The act of cursing the fig tree recorded later in Matthew 21 was a sign of judgment on those who had rejected their Messiah. Old Testament prophecies identify Israel as a fig tree that would be cursed. (See Hosea 9 and Jeremiah 24). After a series of parables, Jesus concludes:
“Therefore I tell you that the kingdom of God will be taken away from you and given to a people who will produce its fruit.” (Matthew 21:43)
This is because membership of God’s people was never on the basis of hereditary or race but always on the basis of faith and fruit. Just as it is now. If you want to explore the relationship between Israel and the Church,
I commend a bible study by John Stott called “The Place of Israel” which shows how the word Israel is used in the New Testament. You’ll find it in the back of my book Zion’s Christian Soldiers. The religious leaders had turned the Temple into an ugly sight, but for one brief moment Jesus turned it into a place of beauty.

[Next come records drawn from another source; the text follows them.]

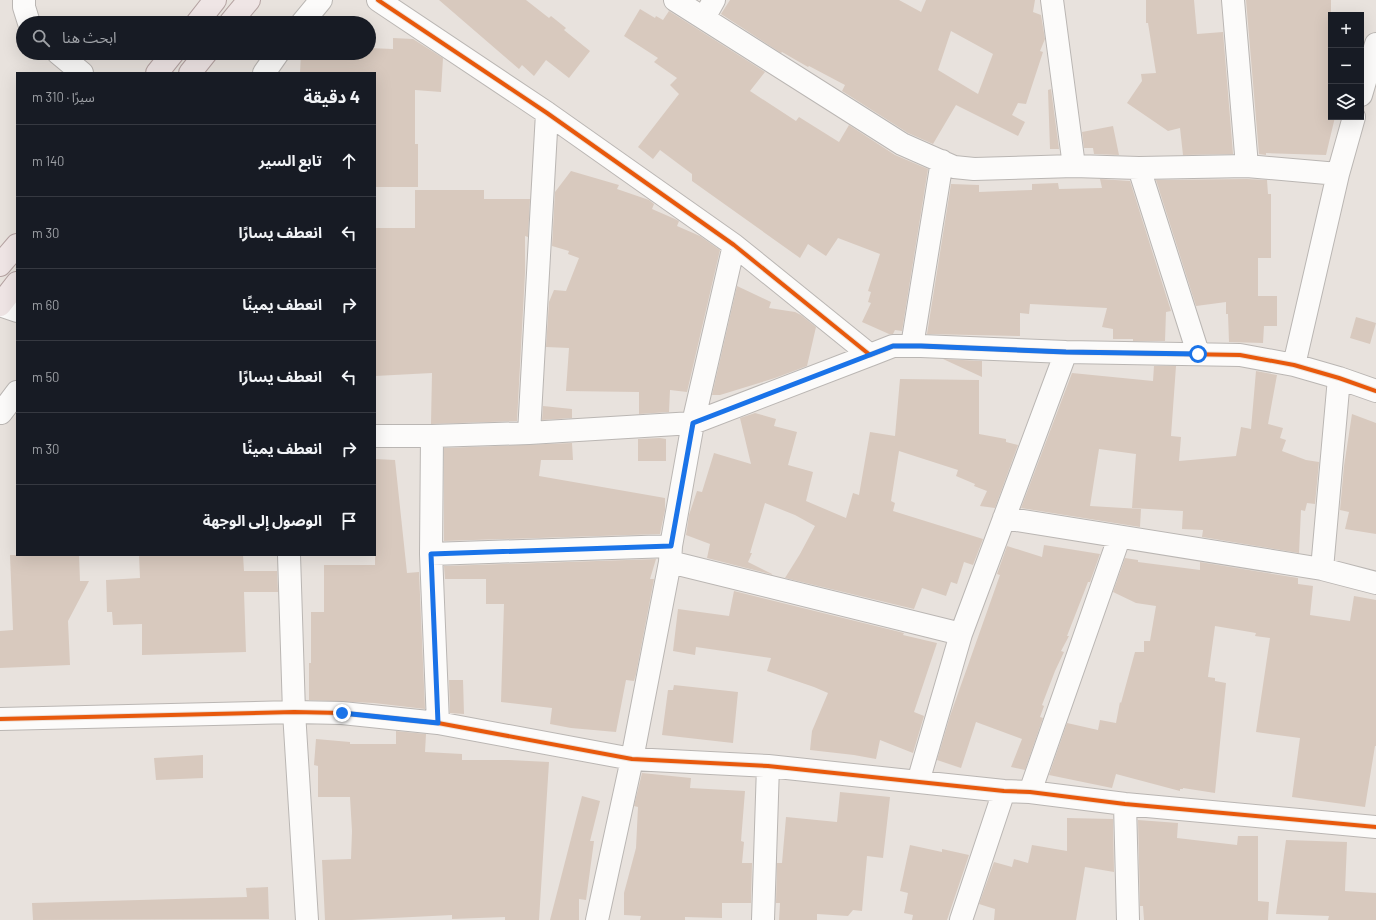 <!DOCTYPE html>
<html lang="ar">
<head>
<meta charset="utf-8">
<style>
  :root { --surface:#171b24; --page:#20242c; --text:#f1f3f6; --muted:#9ea1a6; --line:#363941 }
  body { margin:0; font-family:Barlow,"Noto Sans Arabic",sans-serif; background:var(--page); color:var(--text); direction:rtl }
  .controls { position:absolute; right:12px; top:12px; display:grid; overflow:hidden; border-radius:0px; box-shadow:0 4px 16px #0002 }
  .controls button { width:36px; height:36px; display:grid; place-items:center; padding:0; border:0; border-bottom:1px solid var(--line); background:var(--surface); color:var(--text); font:20px sans-serif }
  .stop { position:absolute; width:12px; height:12px; margin:-9px; border:3px solid #1a73e8; border-radius:50%; background:#fff }
  .stop.end { background:#1a73e8; border-color:#fff; box-shadow:0 1px 4px #0008 }
  .list { margin:0; padding:0; list-style:none }
  h2 { display:flex; justify-content:space-between; align-items:center; height:52px; margin:0; padding:0 16px; font-size:17px }
  h2 small { font-size:13px; font-weight:400; color:var(--muted) }
  .list li { display:grid; grid-template-columns:26px 1fr auto; gap:12px; align-items:center; box-sizing:border-box; height:72px; padding:0 16px; border-top:1px solid var(--line) }
  .list b { display:block; font-size:15px; white-space:nowrap }
  .list em { font-size:13px; font-style:normal; color:var(--muted) }
  .icon { flex:none; width:22px; height:22px; fill:none; stroke:currentColor; stroke-width:2; stroke-linecap:round; stroke-linejoin:round }
  .map { position:relative; flex:none; width:1376px; height:920px; overflow:hidden; direction:ltr }
  .search { position:absolute; background:var(--surface); box-shadow:0 4px 16px #0002; left:16px; top:16px; width:360px; height:44px; display:flex; align-items:center; gap:10px; box-sizing:border-box; padding:0 14px; border-radius:22px; color:var(--muted); font-size:15px }
  .panel { position:absolute; background:var(--surface); box-shadow:0 4px 16px #0002; left:16px; top:72px; width:360px; height:484px; border-radius:0px; direction:rtl }
  .map>svg:first-child { display:block }
</style>
</head>
<body>
<div class="map">
<svg width="1376" height="920" viewBox="0 0 1376 920">
  <rect width="100%" height="100%" fill="#e8e2dd"/>
  <!-- building -->
  <path fill="#d8c9be" fill-rule="evenodd" d="M439,0H526L549,18L551,16L566,28L564,30L590,51L569,78L546,60L534,76L522,65L519,69Z
    M730,0H899L921,12L926,0H1035L1033,12L1041,15L1045,39L1040,51L1043,52L1026,104L1018,103L1012,115L1025,122L1018,136L956,105L933,144L908,133L842,91L845,85L809,66L808,67L782,52L781,53L721,14ZM951,31L993,54L978,94L938,70Z
    M1146,0H1194L1197,34L1223,32L1233,154L1183,155L1180,128L1168,131L1127,103L1142,81L1141,74L1156,73L1148,23H1146Z
    M1246,0H1331V35H1328V79H1331V117H1335L1326,155L1266,153V155L1259,154Z
    M640,9L655,18L656,16L663,20L669,11L765,72L750,91L796,121L799,117L839,142L849,125L895,155L928,169L902,331L895,330L893,334H889L862,322L871,303L868,302L871,292L868,291L880,254L838,238L826,256L808,244L800,258L692,181V174L660,150L653,159L638,147L679,94L670,85L677,78L654,62L658,58L624,36Z
    M393,38L413,39L443,58L441,92L415,90V144H418V187H375V73H300L301,53H369V48L393,49Z
    M1051,89L1059,149H1050L1048,90Z
    M1113,126L1119,155L1094,154L1093,148H1084L1082,132Z
    M571,171L619,185L617,189L649,200L654,204L652,209L675,219L679,221L677,226L700,236L720,250L687,392L670,390L669,412L639,414V392L566,391L569,348L546,347L549,302L554,290L566,291L579,258L568,254L569,251L552,246L555,192Z
    M1100,179L1130,181L1171,311L1166,312L1165,341H1133V339H1113V329L1102,327L1107,308L1030,304L1029,314L1020,313V336L927,334L951,184L979,185V192L1032,190V184L1058,183L1059,189L1102,188Z
    M1247,179L1267,180L1268,194H1271V258H1258V296H1277V326H1264L1263,343L1229,342L1228,314H1226V302L1196,306L1156,180Z
    M415,190H484V199H530L528,237L525,236V273L517,421L431,424L432,373L375,376V228H415Z
    M737,286L771,302L769,308L795,312L801,315L816,327L807,366L775,378L720,395H712Z
    M1356,317L1376,323L1370,344L1350,338Z
    M943,359L982,361V377Z
    M1154,366H1176L1171,436L1181,437L1179,461L1236,456L1241,427L1251,429L1256,371L1277,375L1268,424L1283,428L1280,438L1286,440L1282,451L1306,460L1319,462L1315,504L1307,503L1305,511L1301,510L1299,553L1202,537L1203,530L1182,529L1183,511L1132,508L1136,454L1099,449L1090,506L1141,509L1140,527L1021,508L1072,373L1153,381Z
    M900,379L979,380V434L1006,439V442L1018,445L995,508L980,506L987,491L974,486L975,484L956,476L958,470L899,451L891,501L895,503L893,511L983,539L973,565L964,562L957,584L951,582L946,596L922,588L914,609L785,578L800,554L815,526L795,515L765,503L750,553H752L748,562L774,575L707,558L710,544L686,535L689,515L697,491L702,492L714,453L751,464L740,418L755,413L776,419L774,426L797,432L788,465L813,472L806,501L846,518L853,493L859,495L870,432L895,436Z
    M543,406L572,409V418L542,420Z
    M1352,414L1376,423V534L1345,529L1349,512L1340,510L1344,466Z
    M660,438L666,439V461H638V439Z
    M572,443L573,460H541L539,476L665,498V510L660,534L444,541V448Z
    M375,459L395,460L407,573L419,572L425,709L374,703L309,700V663H311V612H324V565H375Z
    M1044,545L1100,554L1090,582H1088L1067,636H1069L1061,651L1064,652L1055,671L1042,705L1044,706L1040,717L1043,718L1025,770L1011,767L1022,739L976,722L961,768L937,760L950,716L1000,575L997,574L1007,546L1042,557Z
    M10,555H79L80,581H89L68,621L70,665L0,668V631L13,630Z
    M139,555H243L244,571H277L278,592H244L246,652L142,655V624L113,625L112,612H107L106,580L140,578Z
    M1125,558L1138,560V562L1200,570V562L1298,578V584L1313,586L1310,615L1350,621L1354,596L1376,600V746H1375L1365,807L1292,797L1300,738L1256,732L1270,638L1255,636L1256,633L1215,626L1208,677L1215,678V681L1226,683L1215,793L1183,788V789H1180V791L1116,774L1112,788L1049,775L1067,723L1098,730L1100,720L1116,723L1120,702L1121,703L1135,652H1144V641H1150L1156,606L1136,603L1113,592Z
    M656,559L650,579H654L636,674L634,681L626,680L616,732L571,728L550,724L552,708L501,702L504,604H486V579H445L444,566Z
    M734,591L904,633L903,635L937,643L914,712L924,716L913,753L880,740L876,759L854,755L810,750L812,731L828,693L814,687L767,671L771,658L696,647L695,655L673,651L678,609L729,616Z
    M449,680H463L464,714L450,713Z
    M674,685L738,692L733,743L662,735L668,690H673Z
    M396,731L426,734L425,752L462,754V760H509L549,762L539,920H505V917L452,919V915L352,920H325L322,860L351,859L352,831L350,797H318V766L314,765L316,739L350,742V744H396Z
    M203,755V778L156,780L154,758Z
    M642,773L691,778L690,788L745,791L741,841L744,842L742,863H752L751,903H722V918L685,917V920H640L641,916L624,915V893L636,848L638,807L634,806Z
    M840,792L890,797L883,858L867,856L862,911L853,910L848,916L817,914V920H779L780,903H776L777,863H782L786,817L837,822Z
    M582,796L600,801L590,841H594L586,900L579,899V920H550Z
    M1067,818L1113,819L1114,872L1085,867L1076,920H994L995,909L979,904L994,862L1012,867L1014,859L1028,863L1032,845L1067,851Z
    M1138,820L1178,823L1177,838L1237,845L1238,836H1258V901L1269,902L1268,920H1144L1143,906H1140Z
    M1286,840L1347,842L1345,891L1376,893V920H1328L1329,916L1276,914Z
    M910,845L942,852V849L969,855L947,920H912L913,915L904,913L908,893L900,891Z
    M268,887L269,919L33,920L32,903L247,897L246,888Z"/>
  <g fill="none" stroke-linecap="round" stroke-linejoin="round">
    <defs>
      <path id="minor" d="M24,0V7L29,23
        M378,0L547,113L734,245L870,355L893,346H921L1066,352L1240,355L1294,365L1339,378L1376,391
        M675,0L902,144L954,167L974,169L1074,166L1139,168L1247,166L1338,174
        M1052,0L1074,166
        M1233,0L1247,166
        M704,18L714,0
        M302,23L321,0
        M58,53L82,73
        M264,73L278,53
        M1361,95L1376,44
        M1139,168L1198,353
        M0,305L17,311
        M912,346L942,161
        M1294,365L1338,174L1354,117
        M1,413L17,392
        M529,433L547,113
        M375,436H432L529,433L693,423L870,355
        M432,436L431,554L438,723
        M1004,518L1322,569L1376,583
        M431,554L671,546
        M289,555L294,712L307,920
        M670,562L961,634
        M1322,569L1339,378
        M0,719L294,712L342,713L438,723L632,759L768,766L1004,791L1030,792L1125,804L1376,827
        M918,782L961,634L1066,352
        M1030,792L1119,538
        M1125,804L1128,920
        M597,920L632,759L670,562L671,546L693,423L734,245
        M763,920L768,766
        M961,920L1004,791"/>
      <path id="major" d="M197,23L215,0
        M230,23L249,0
        M157,73L173,53
        M190,73L206,53
        M0,265L17,245
        M0,305L17,283"/>
    </defs>
    <!-- minor casing -->
    <use href="#minor" stroke="#bab6b3" stroke-width="24"/>
    <!-- major casing -->
    <use href="#major" stroke="#b5a3a2" stroke-width="24"/>
    <!-- minor -->
    <use href="#minor" stroke="#fcfbfa" stroke-width="22"/>
    <!-- major -->
    <use href="#major" stroke="#efe5e5" stroke-width="22"/>
    <defs>
      <path id="cycleway" d="M378,0L547,113L734,245L870,355L893,346H921L1066,352L1240,355L1294,365L1339,378L1376,391
        M0,719L294,712L342,713L438,723L632,759L768,766L1004,791L1030,792L1125,804L1376,827"/>
    </defs>
    <!-- cycleway casing -->
    <use href="#cycleway" stroke="#ece1d9" stroke-width="6"/>
    <!-- cycleway -->
    <use href="#cycleway" stroke="#e8590c" stroke-width="4"/>
  </g>
  <g fill="none" stroke-linecap="round" stroke-linejoin="round">
    <!-- route -->
    <path stroke="#1a73e8" stroke-width="5" d="M342,713L438,723L431,554L671,546L693,423L893,346H921L1066,352L1198,354"/>
  </g>
</svg>
<div class="controls">
<button>+</button>
<button>−</button>
<button><svg class="icon" aria-label="layers" viewBox="0 0 24 24"><path d="M12 4l9 5-9 5-9-5zM3 14l9 5 9-5"/></svg></button>
</div>
<div class="stop" style="left:1198px;top:354px"></div>
<div class="stop end" style="left:342px;top:713px"></div>
<div class="search"><svg class="icon" aria-label="search" viewBox="0 0 24 24"><circle cx="10" cy="10" r="6"/><path d="M15 15l6 6"/></svg>ابحث هنا</div>
<section class="panel">
<h2>4 دقيقة<small>سيرًا · 310 m</small></h2>
<ul class="list">
<li><svg class="icon" aria-label="ahead" viewBox="0 0 24 24"><path d="M12 20V5M6 11l6-6 6 6"/></svg><div><b>تابع السير</b></div><em>140 m</em></li>
<li><svg class="icon" aria-label="left" viewBox="0 0 24 24"><path d="M17 20v-9H6M10 6l-5 5 5 5"/></svg><div><b>انعطف يسارًا</b></div><em>30 m</em></li>
<li><svg class="icon" aria-label="right" viewBox="0 0 24 24"><path d="M7 20v-9h11M14 6l5 5-5 5"/></svg><div><b>انعطف يمينًا</b></div><em>60 m</em></li>
<li><svg class="icon" aria-label="left" viewBox="0 0 24 24"><path d="M17 20v-9H6M10 6l-5 5 5 5"/></svg><div><b>انعطف يسارًا</b></div><em>50 m</em></li>
<li><svg class="icon" aria-label="right" viewBox="0 0 24 24"><path d="M7 20v-9h11M14 6l5 5-5 5"/></svg><div><b>انعطف يمينًا</b></div><em>30 m</em></li>
<li><svg class="icon" aria-label="arrive" viewBox="0 0 24 24"><path d="M6 21V4h12l-3 4 3 4H6"/></svg><div><b>الوصول إلى الوجهة</b></div></li>
</ul>
</section>
</div>
</body>
</html>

In Matthew 21:14 we read how for one brief moment the house was no longer a den of robbers, but a house of prayer. “The blind and the lame came to him at the temple, and he healed them.” (Matthew 21:14). What a picture. The Temple court was thrown into total disarray, doves, lambs, sheep and goats running loose. People scrambling for the coins amidst the upturned money tables. But here also were the blind and the lame. The face that a moment before had flamed with indignation was soft with the radiance of compassion. This is one of the most moving pictures in the Gospels. Jesus casts out but He also takes in. He overthrows but He also builds up. “my house will be called a house of prayer for all nations… I will gather still others to them…” Jesus did not merely quote it – he fulfilled it. He cast out and he overthrew, and in place of those who turned their backs on Jesus, he gathered the exiles, the outcasts, the blind and the lame of all nations. This is our King in action. What a King.
Thank God for this vision of the King. I could not live in a world so full of evil if it were not for my belief in a king of justice. A king who can and does overthrow and cast out. But thank God also, this King gathers the outcasts and heals them. Like Jesus we must work as he gives us the opportunity. We must work where ever there is arrogance and racism, where ever there is ethnic cleansing, where ever there are refugees and asylum seekers, even as this week, martyrs too. It should not surprise us that much of this world is a war zone.
If you want to know someone’s heart, observe their final journey. We have glimpsed Jesus heart. What about yours? Are you passionate not just for upholding justice but also relieving injustice? Challenging evil and cleansing evil? Worshipping the Peace Maker but also working at peace making? Cross the divide. Be a bridge builder. Be a peace maker, like your Master this Easter. Let’s pray.